Considerações sobre a Economia Política Sustentável e a Ética Católica

Klein Cunha Duarte1

Resumo: O presente artigo estabelece uma crítica à obra “Cathonômico: como a tradição
católica pode criar maior justiça econômica”, formulada por Antony Annet. A crítica se
fundamenta na oposição/problematização dos princípios da DSI (Doutrina Social da Igreja
Católica, elastecidas pela Encíclica Papal ‘Laudato Si’ (Louvado Seja) e pela Encíclica
‘Frutili teli’, e somadas ao conceito de virtude aristotélica e a noção de Justiça contidas no
antigo testamento; todas contrapostas aos conceitos de: a) Solidariedade Mecânica e Orgânica
em Durkheim; b) Ética e Ação Social em Weber; c) Fato Social Total em Mauss; e d) ‘Virtú’
em Maquiavel.
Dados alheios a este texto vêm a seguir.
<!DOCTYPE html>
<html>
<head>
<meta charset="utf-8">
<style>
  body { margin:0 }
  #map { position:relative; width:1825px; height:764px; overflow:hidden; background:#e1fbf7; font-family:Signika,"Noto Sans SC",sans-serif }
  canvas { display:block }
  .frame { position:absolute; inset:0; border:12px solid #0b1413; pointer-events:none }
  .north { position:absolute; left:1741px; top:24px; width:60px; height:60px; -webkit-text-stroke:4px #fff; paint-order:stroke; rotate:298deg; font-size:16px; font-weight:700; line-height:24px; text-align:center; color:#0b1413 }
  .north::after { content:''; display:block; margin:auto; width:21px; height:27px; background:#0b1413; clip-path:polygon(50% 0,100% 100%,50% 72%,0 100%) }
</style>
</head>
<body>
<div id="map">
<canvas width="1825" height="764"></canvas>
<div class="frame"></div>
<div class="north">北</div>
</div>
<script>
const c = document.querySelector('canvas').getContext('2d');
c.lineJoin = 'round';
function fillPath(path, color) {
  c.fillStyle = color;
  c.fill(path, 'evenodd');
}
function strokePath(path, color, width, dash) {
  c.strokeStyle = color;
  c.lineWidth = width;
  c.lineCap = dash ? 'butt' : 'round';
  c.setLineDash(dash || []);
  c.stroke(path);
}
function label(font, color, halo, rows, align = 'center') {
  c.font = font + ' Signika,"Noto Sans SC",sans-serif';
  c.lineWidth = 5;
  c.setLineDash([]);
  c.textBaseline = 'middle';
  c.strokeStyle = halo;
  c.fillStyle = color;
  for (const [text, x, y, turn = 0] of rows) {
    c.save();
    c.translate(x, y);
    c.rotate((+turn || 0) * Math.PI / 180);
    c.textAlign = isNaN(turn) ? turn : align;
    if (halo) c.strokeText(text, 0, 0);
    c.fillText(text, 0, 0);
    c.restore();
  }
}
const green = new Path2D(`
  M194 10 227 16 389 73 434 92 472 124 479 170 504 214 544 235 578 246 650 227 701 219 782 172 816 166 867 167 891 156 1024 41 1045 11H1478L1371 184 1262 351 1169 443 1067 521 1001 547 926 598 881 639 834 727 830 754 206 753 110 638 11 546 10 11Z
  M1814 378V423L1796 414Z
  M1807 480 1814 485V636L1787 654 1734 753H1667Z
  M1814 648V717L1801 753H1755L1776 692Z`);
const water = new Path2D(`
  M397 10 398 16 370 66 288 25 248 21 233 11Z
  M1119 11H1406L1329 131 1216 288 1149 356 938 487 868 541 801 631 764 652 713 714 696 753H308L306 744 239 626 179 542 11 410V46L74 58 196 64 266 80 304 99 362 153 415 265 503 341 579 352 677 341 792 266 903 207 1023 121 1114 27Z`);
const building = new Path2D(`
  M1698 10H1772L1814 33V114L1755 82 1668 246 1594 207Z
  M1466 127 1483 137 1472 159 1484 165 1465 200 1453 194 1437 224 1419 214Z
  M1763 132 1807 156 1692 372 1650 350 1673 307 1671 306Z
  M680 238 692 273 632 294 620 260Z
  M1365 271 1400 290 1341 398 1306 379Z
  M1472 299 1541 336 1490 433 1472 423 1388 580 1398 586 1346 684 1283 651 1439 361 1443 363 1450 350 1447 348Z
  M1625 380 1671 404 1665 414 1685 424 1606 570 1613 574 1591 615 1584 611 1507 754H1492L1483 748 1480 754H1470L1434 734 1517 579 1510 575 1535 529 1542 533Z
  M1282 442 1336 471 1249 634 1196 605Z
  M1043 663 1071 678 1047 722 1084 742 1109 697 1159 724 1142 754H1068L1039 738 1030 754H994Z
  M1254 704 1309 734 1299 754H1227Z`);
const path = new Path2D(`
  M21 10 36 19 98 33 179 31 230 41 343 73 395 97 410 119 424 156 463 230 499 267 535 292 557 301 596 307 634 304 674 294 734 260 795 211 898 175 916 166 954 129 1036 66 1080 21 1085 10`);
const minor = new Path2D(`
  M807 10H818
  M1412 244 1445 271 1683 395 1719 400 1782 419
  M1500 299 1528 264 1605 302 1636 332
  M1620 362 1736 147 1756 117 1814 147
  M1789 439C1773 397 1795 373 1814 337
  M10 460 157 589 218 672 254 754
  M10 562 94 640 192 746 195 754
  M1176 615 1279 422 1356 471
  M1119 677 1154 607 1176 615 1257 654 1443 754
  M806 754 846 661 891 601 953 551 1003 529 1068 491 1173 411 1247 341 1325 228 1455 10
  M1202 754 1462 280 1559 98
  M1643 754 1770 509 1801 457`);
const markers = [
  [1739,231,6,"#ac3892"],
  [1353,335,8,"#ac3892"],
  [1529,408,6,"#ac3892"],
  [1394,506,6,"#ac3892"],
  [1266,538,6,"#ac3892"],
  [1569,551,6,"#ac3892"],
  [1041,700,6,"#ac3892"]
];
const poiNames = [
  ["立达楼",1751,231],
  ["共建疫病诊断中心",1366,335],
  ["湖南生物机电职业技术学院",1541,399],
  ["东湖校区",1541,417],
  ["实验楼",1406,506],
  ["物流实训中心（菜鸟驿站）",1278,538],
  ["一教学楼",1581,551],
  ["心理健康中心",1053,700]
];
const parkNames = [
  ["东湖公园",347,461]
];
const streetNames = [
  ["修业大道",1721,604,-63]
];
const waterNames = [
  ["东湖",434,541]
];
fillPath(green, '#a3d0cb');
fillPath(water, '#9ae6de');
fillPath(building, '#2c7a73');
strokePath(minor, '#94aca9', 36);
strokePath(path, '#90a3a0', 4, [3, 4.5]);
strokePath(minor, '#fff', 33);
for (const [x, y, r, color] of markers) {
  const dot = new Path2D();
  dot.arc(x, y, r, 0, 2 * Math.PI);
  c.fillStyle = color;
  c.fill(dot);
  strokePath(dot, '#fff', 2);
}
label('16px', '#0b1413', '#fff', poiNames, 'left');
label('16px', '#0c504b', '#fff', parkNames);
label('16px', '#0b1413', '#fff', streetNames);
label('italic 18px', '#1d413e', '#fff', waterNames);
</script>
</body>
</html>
Reveste-se de importância esse estudo para situar a perspectiva do
cathonômico dentro do espectro das éticas religiosas, como uma entre outras possibilidades de
conformação ética capaz de levar Sociedades e Estados à mudança paradigmática das
economias capitalistas. Apontar de forma clara a delimitação do campo ético católico dentre
os demais campos éticos das religiões como possíveis alternativas de mudanças sociais e
econômicas e para a preservação e higidez ambientais é o objetivo deste estudo, que se utiliza
da revisão cienciométrica e bibliográfica como metodologia utilizada.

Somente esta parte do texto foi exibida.